JERUSALEM--A square honoring a Japanese diplomat who is credited with saving the lives of thousands of Jews from Nazi persecution by issuing what are known today as “Visas for Life” has been dedicated here. 

The naming ceremony for Chiune Sugihara Square was held on Oct. 11 in Jerusalem, where survivors and their family members attended to commemorate the wartime deeds of Sugihara, who died in 1986.

Sugihara’s fourth son, Nobuki, 72, who lives in Belgium, also attended the ceremony.

“I feel incredibly happy that a square bearing the name of Chiune Sugihara has opened in Jerusalem where Japanese tourists visit,” the proud son told reporters that day. 

Sugihara served as a proxy Japanese consul in Kaunas in Lithuania during World War II.

Defying instructions from Japan’s Foreign Ministry, Sugihara issued transit visas on his own authority to Jews so that they could pass through Japan on their way to safe havens. 

Nobuki said he once asked Sugihara why he issued visas to so many people. To that question, Nobuki recalled his father replying, “Because I felt pity.”
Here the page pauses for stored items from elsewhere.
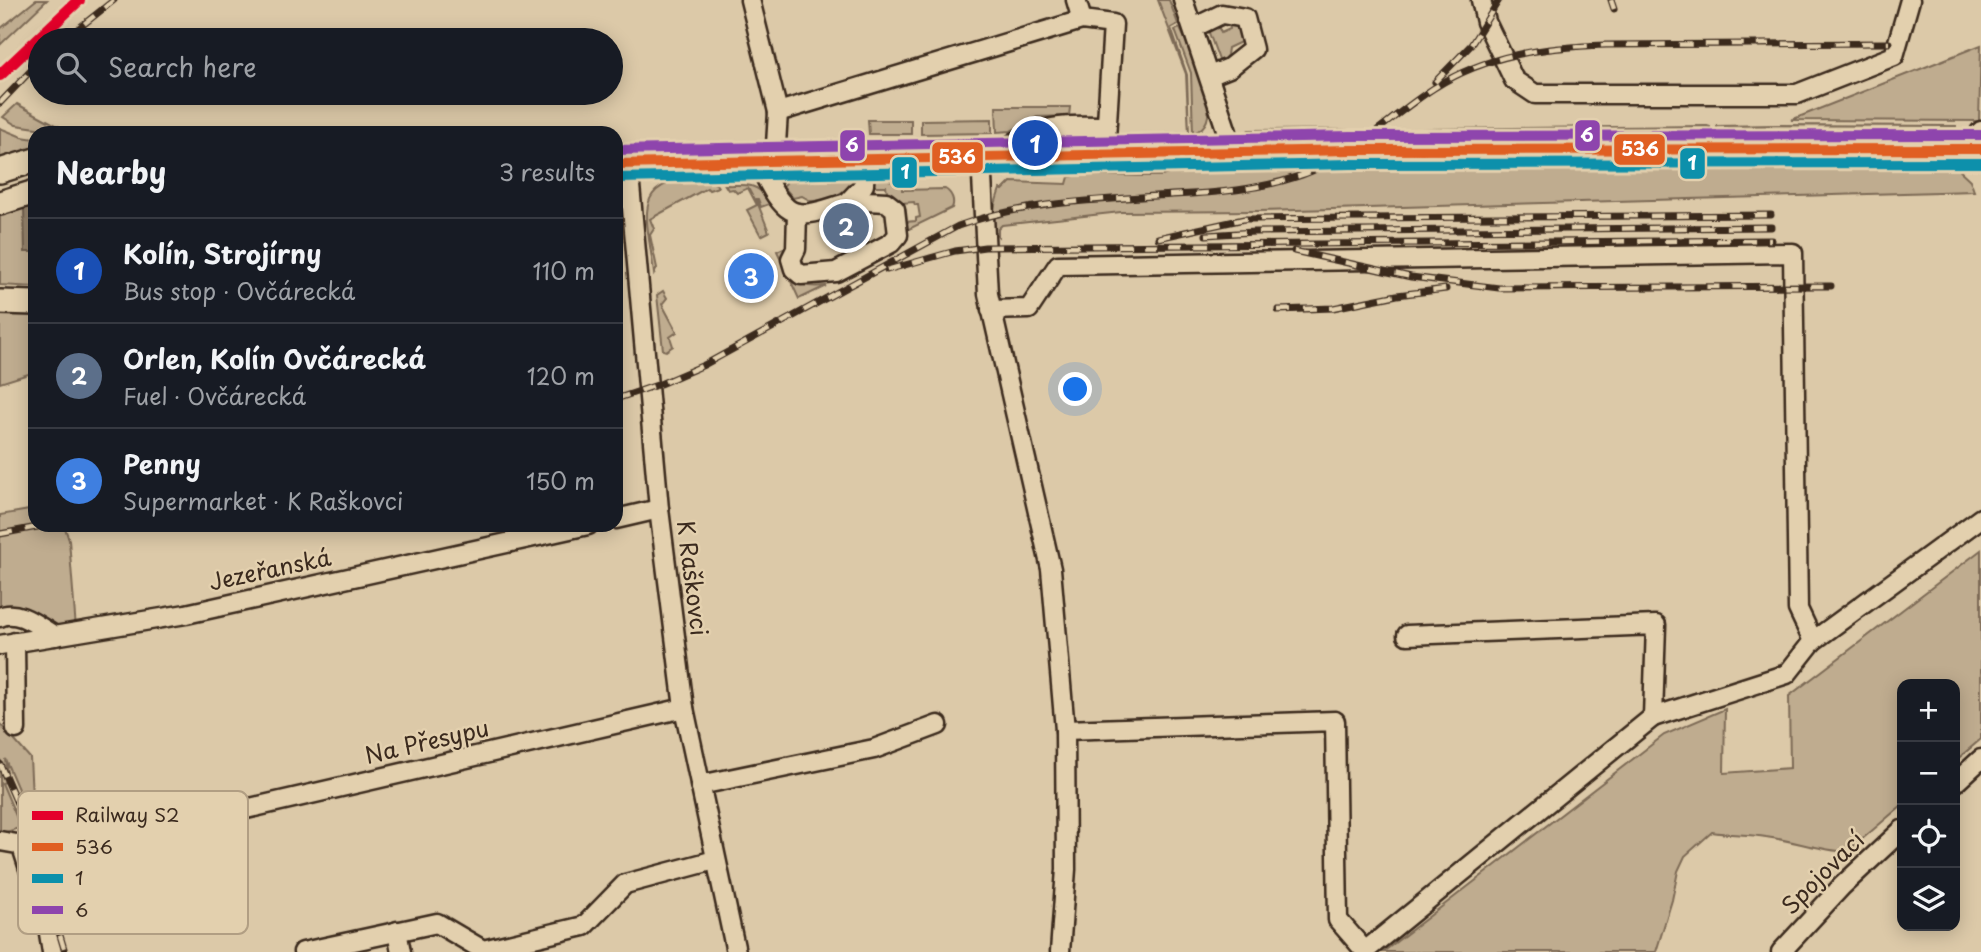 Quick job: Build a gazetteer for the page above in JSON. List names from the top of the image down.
{
  "streets": {
    "street": [
      "Jezeřanská",
      "K Raškovci",
      "Na Přesypu",
      "Spojovací"
    ]
  },
  "crossings": [
    ["K Raškovci", "Na Přesypu"]
  ],
  "lines": [
    "rail line S2",
    "transit line 6",
    "transit line 536",
    "transit line 1"
  ],
  "legend": [
    "Railway S2",
    "536",
    "1",
    "6"
  ],
  "page": {
    "search": "Search here",
    "pins": ["1", "2", "3"],
    "heading": ["Nearby", "3 results"],
    "list": [
      {
        "mark": "1",
        "name": "Kolín, Strojírny",
        "note": "Bus stop · Ovčárecká",
        "value": "110 m"
      },
      {
        "mark": "2",
        "name": "Orlen, Kolín Ovčárecká",
        "note": "Fuel · Ovčárecká",
        "value": "120 m"
      },
      {
        "mark": "3",
        "name": "Penny",
        "note": "Supermarket · K Raškovci",
        "value": "150 m"
      }
    ],
    "map_buttons": ["+", "−"]
  }
} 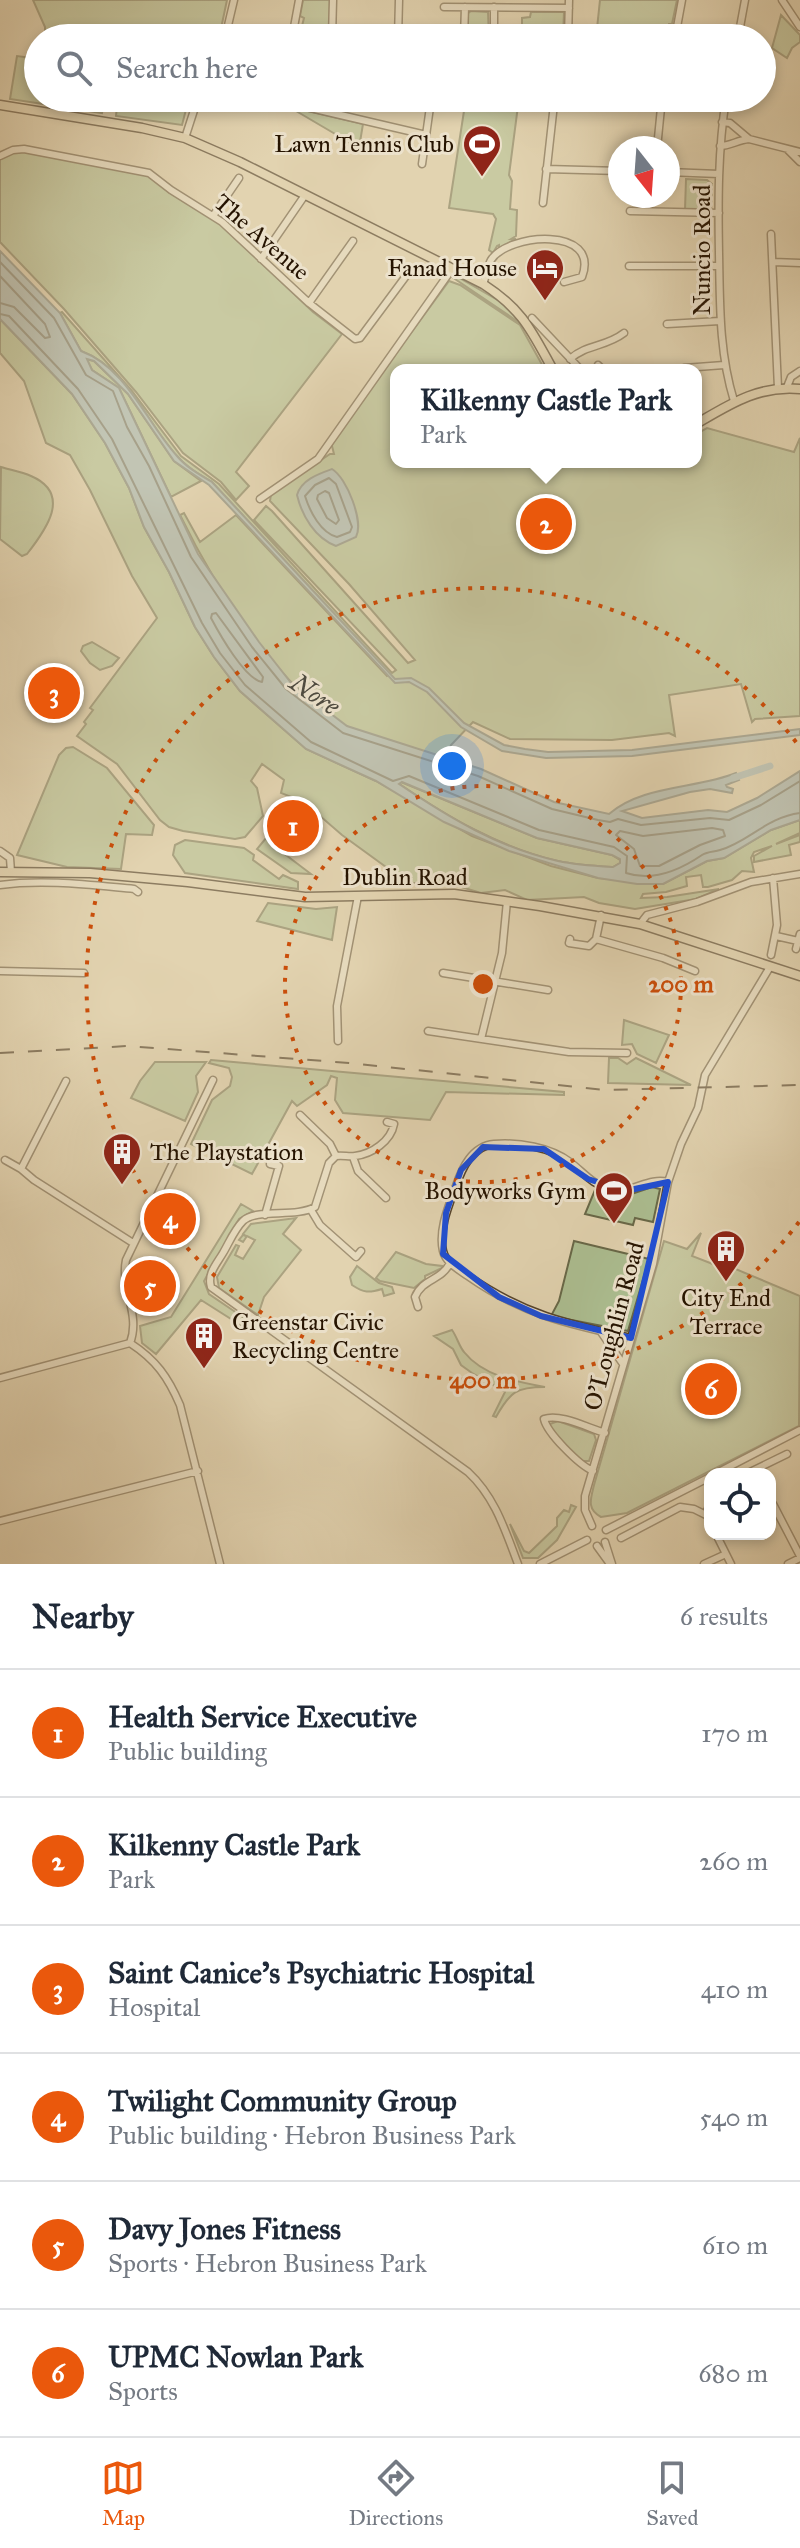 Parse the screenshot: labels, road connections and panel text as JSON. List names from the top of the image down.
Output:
{
  "streets": {
    "main road": ["Dublin Road"],
    "street": ["The Avenue", "Nuncio Road", "O'Loughlin Road"]
  },
  "crossings": [
    ["Dublin Road", "O'Loughlin Road"]
  ],
  "water": ["Nore"],
  "places": {
    "sports": ["Lawn Tennis Club", "Bodyworks Gym"],
    "hotel": ["Fanad House"],
    "building": ["The Playstation", "City End Terrace", "Greenstar Civic Recycling Centre"]
  },
  "north": "bottom",
  "page": {
    "search": "Search here",
    "popup": ["Kilkenny Castle Park", "Park"],
    "pins": [
      "2",
      "3",
      "1",
      "4",
      "5",
      "6"
    ],
    "heading": ["Nearby", "6 results"],
    "list": [
      {
        "mark": "1",
        "name": "Health Service Executive",
        "note": "Public building",
        "value": "170 m"
      },
      {
        "mark": "2",
        "name": "Kilkenny Castle Park",
        "note": "Park",
        "value": "260 m"
      },
      {
        "mark": "3",
        "name": "Saint Canice's Psychiatric Hospital",
        "note": "Hospital",
        "value": "410 m"
      },
      {
        "mark": "4",
        "name": "Twilight Community Group",
        "note": "Public building · Hebron Business Park",
        "value": "540 m"
      },
      {
        "mark": "5",
        "name": "Davy Jones Fitness",
        "note": "Sports · Hebron Business Park",
        "value": "610 m"
      },
      {
        "mark": "6",
        "name": "UPMC Nowlan Park",
        "note": "Sports",
        "value": "680 m"
      }
    ],
    "nav": ["Map", "Directions", "Saved"]
  },
  "rings": ["200 m", "400 m"]
} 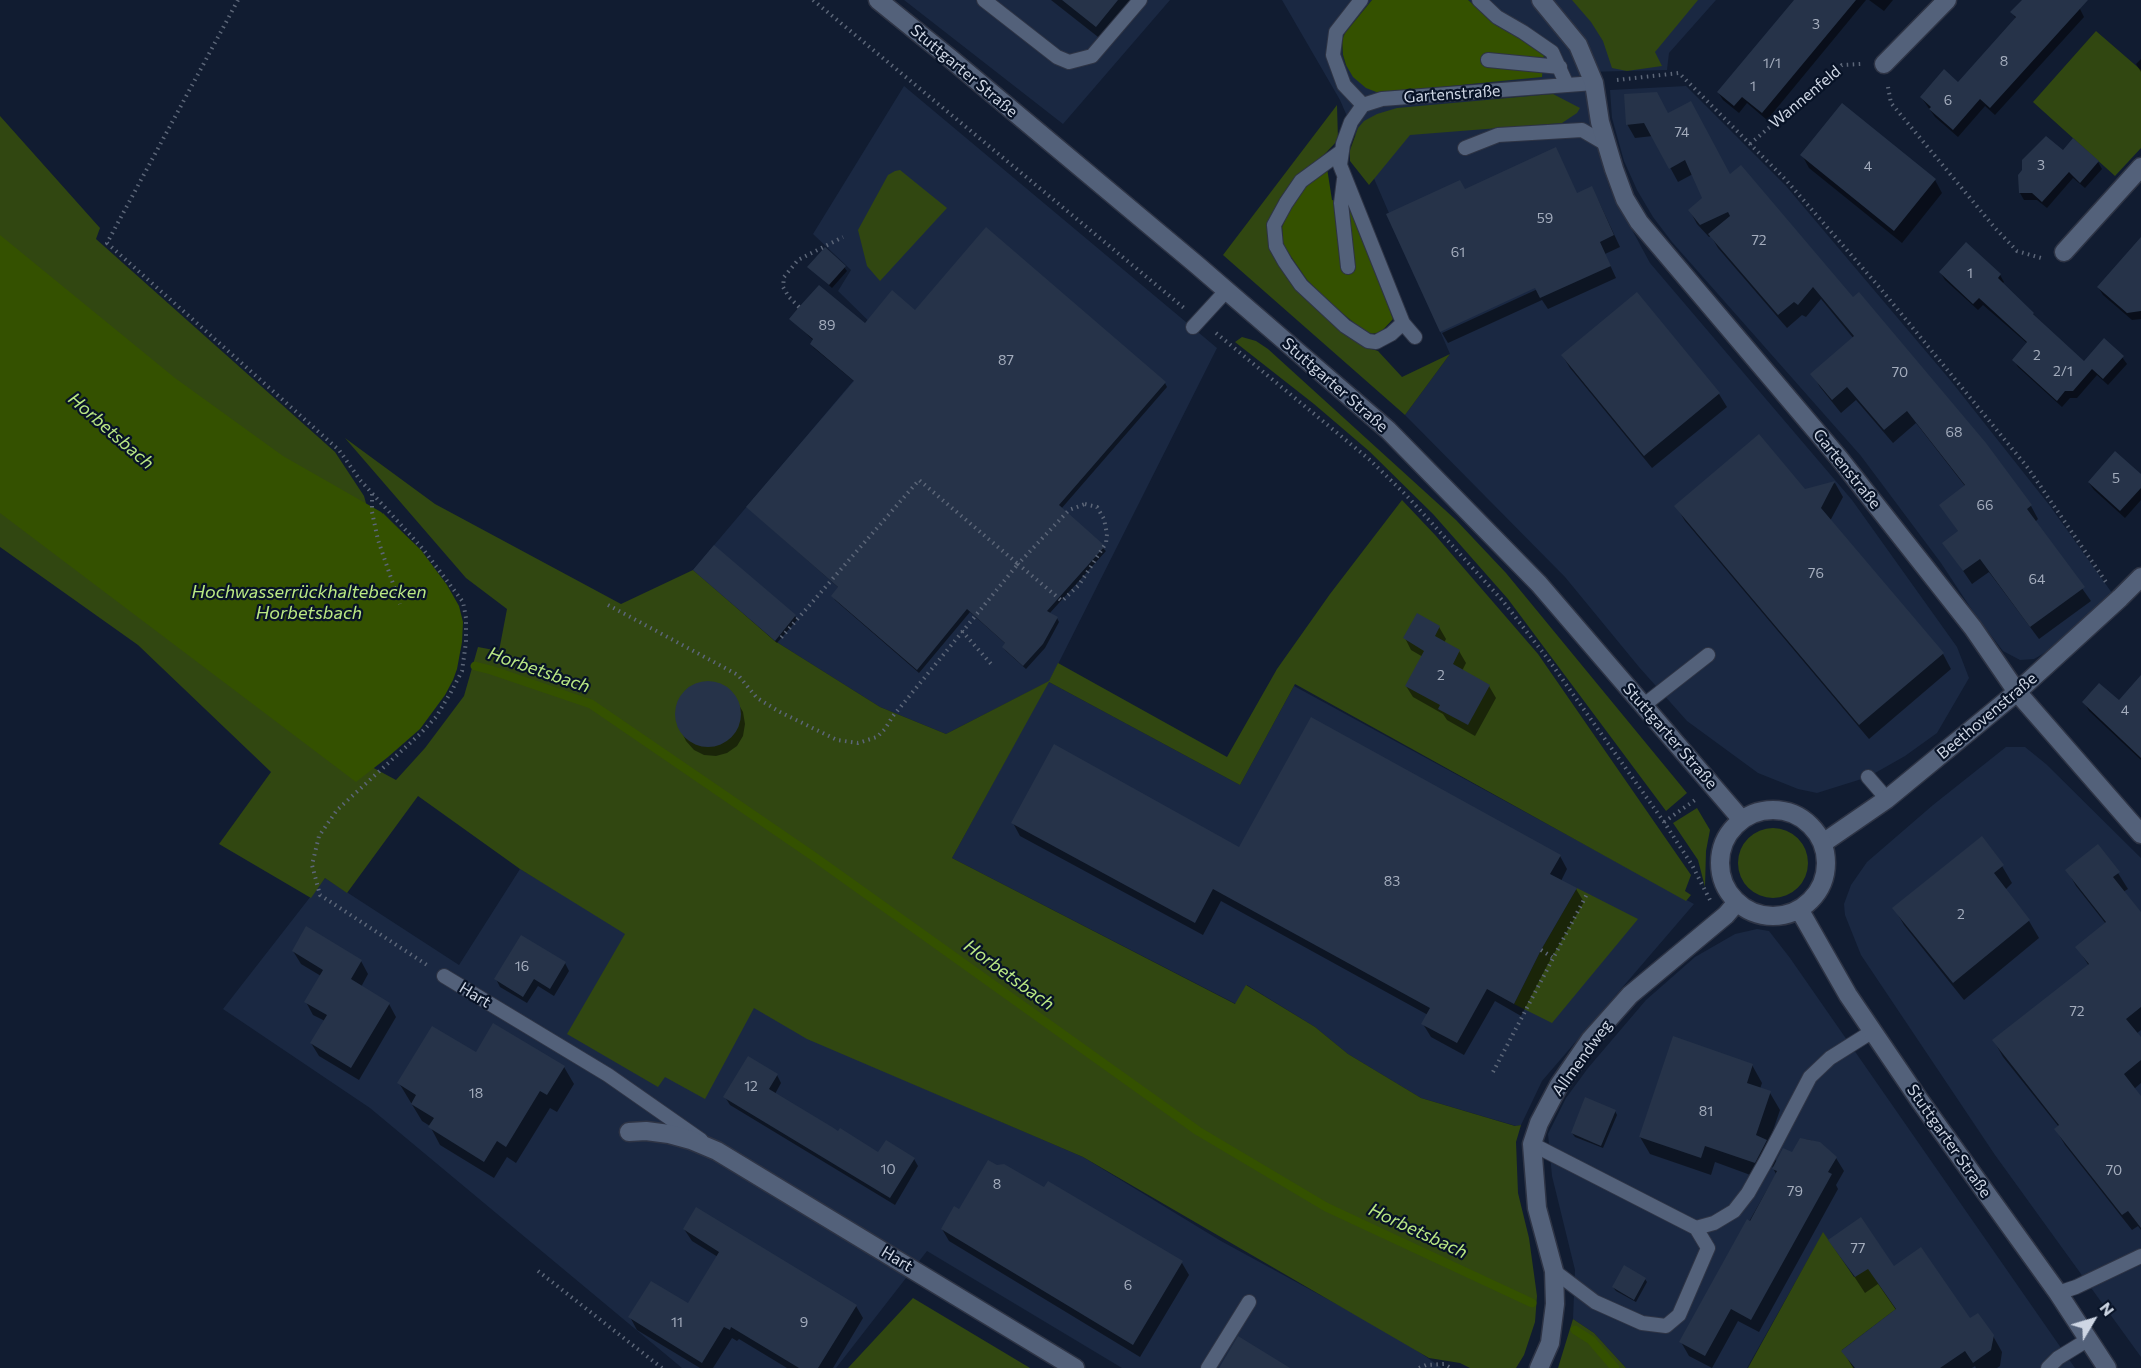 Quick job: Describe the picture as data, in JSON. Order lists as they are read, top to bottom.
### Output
{
  "streets": {
    "street": [
      "Stuttgarter Straße",
      "Gartenstraße",
      "Beethovenstraße",
      "Hart",
      "Allmendweg"
    ],
    "path": ["Wannenfeld"]
  },
  "crossings": [
    ["Stuttgarter Straße", "Beethovenstraße"],
    ["Stuttgarter Straße", "Allmendweg"],
    ["Gartenstraße", "Beethovenstraße"],
    ["Beethovenstraße", "Allmendweg"]
  ],
  "water": ["Horbetsbach", "Hochwasserrückhaltebecken Horbetsbach"],
  "house_numbers": [
    "3",
    "8",
    "1/1",
    "1",
    "6",
    "74",
    "3",
    "4",
    "59",
    "72",
    "61",
    "1",
    "89",
    "2",
    "87",
    "2/1",
    "70",
    "68",
    "5",
    "66",
    "76",
    "64",
    "2",
    "4",
    "83",
    "2",
    "16",
    "72",
    "12",
    "18",
    "81",
    "10",
    "70",
    "8",
    "79",
    "77",
    "6",
    "11",
    "9"
  ],
  "north": "top right"
} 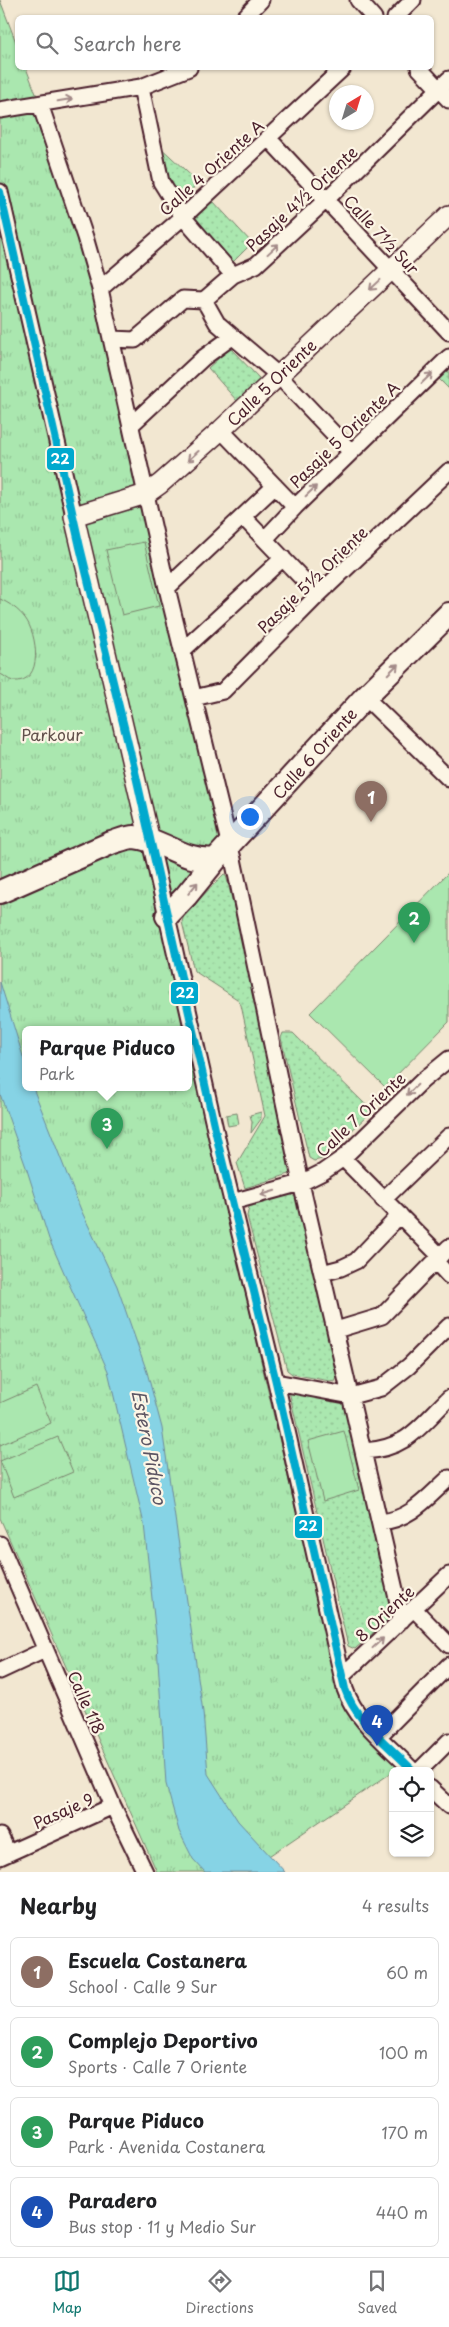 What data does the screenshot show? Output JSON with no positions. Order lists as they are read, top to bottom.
{
  "streets": {
    "main road": ["Calle 6 Oriente"],
    "street": [
      "Calle 4 Oriente A",
      "Pasaje 4½ Oriente",
      "Calle 7½ Sur",
      "Calle 5 Oriente",
      "Pasaje 5 Oriente A",
      "Pasaje 5½ Oriente",
      "Calle 7 Oriente",
      "8 Oriente",
      "Calle 118",
      "Pasaje 9"
    ]
  },
  "crossings": [
    ["Calle 4 Oriente A", "Calle 7½ Sur"],
    ["Pasaje 4½ Oriente", "Calle 7½ Sur"],
    ["Calle 7½ Sur", "Calle 5 Oriente"],
    ["Calle 118", "Pasaje 9"]
  ],
  "one_way": ["Pasaje 4½ Oriente", "Pasaje 5 Oriente A", "Calle 6 Oriente"],
  "water": ["Estero Piduco"],
  "parks": ["Parkour"],
  "lines": ["transit line 22"],
  "north": "top right",
  "page": {
    "search": "Search here",
    "pins": [
      "1",
      "2",
      "3",
      "4"
    ],
    "popup": ["Parque Piduco", "Park"],
    "heading": ["Nearby", "4 results"],
    "list": [
      {
        "mark": "1",
        "name": "Escuela Costanera",
        "note": "School · Calle 9 Sur",
        "value": "60 m"
      },
      {
        "mark": "2",
        "name": "Complejo Deportivo",
        "note": "Sports · Calle 7 Oriente",
        "value": "100 m"
      },
      {
        "mark": "3",
        "name": "Parque Piduco",
        "note": "Park · Avenida Costanera",
        "value": "170 m"
      },
      {
        "mark": "4",
        "name": "Paradero",
        "note": "Bus stop · 11 y Medio Sur",
        "value": "440 m"
      }
    ],
    "nav": ["Map", "Directions", "Saved"]
  }
}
“He didn’t think to save lives. He felt just pity. Didn’t matter if it was Jewish, Muslim, Christian or Buddhist. (My father) would just issue a visa if they could move out of a place they had nowhere to escape from,” Nobuki said in his speech at the ceremony.

The square is located at a roundabout. A new sign with the new name has been installed.

Avram Cimerring, 65, whose father was saved by a visa issued by Sugihara, proposed that Jerusalem name the square in honor of the “Japan Schindler.” Oskar Schindler, a German industrialist, is credited with saving 1,200 Jews during the Holocaust by employing them.

Cimerring said Jerusalem, which many people consider to be a holy city, would be a fitting place to have a Sugihara memorial.

Berl Schor, 94, who received a visa from Sugihara and escaped to a seaport in Tsuruga, Fukui Prefecture, and to Kobe, via the Soviet Union, also attended the ceremony.

“(Sugihara) was a really good man,” Schor recalled. “He saw people’s difficulties and realized that we were in trouble.

“Not only (was Sugihara) a good man but also (he) acted as a good man,” he said.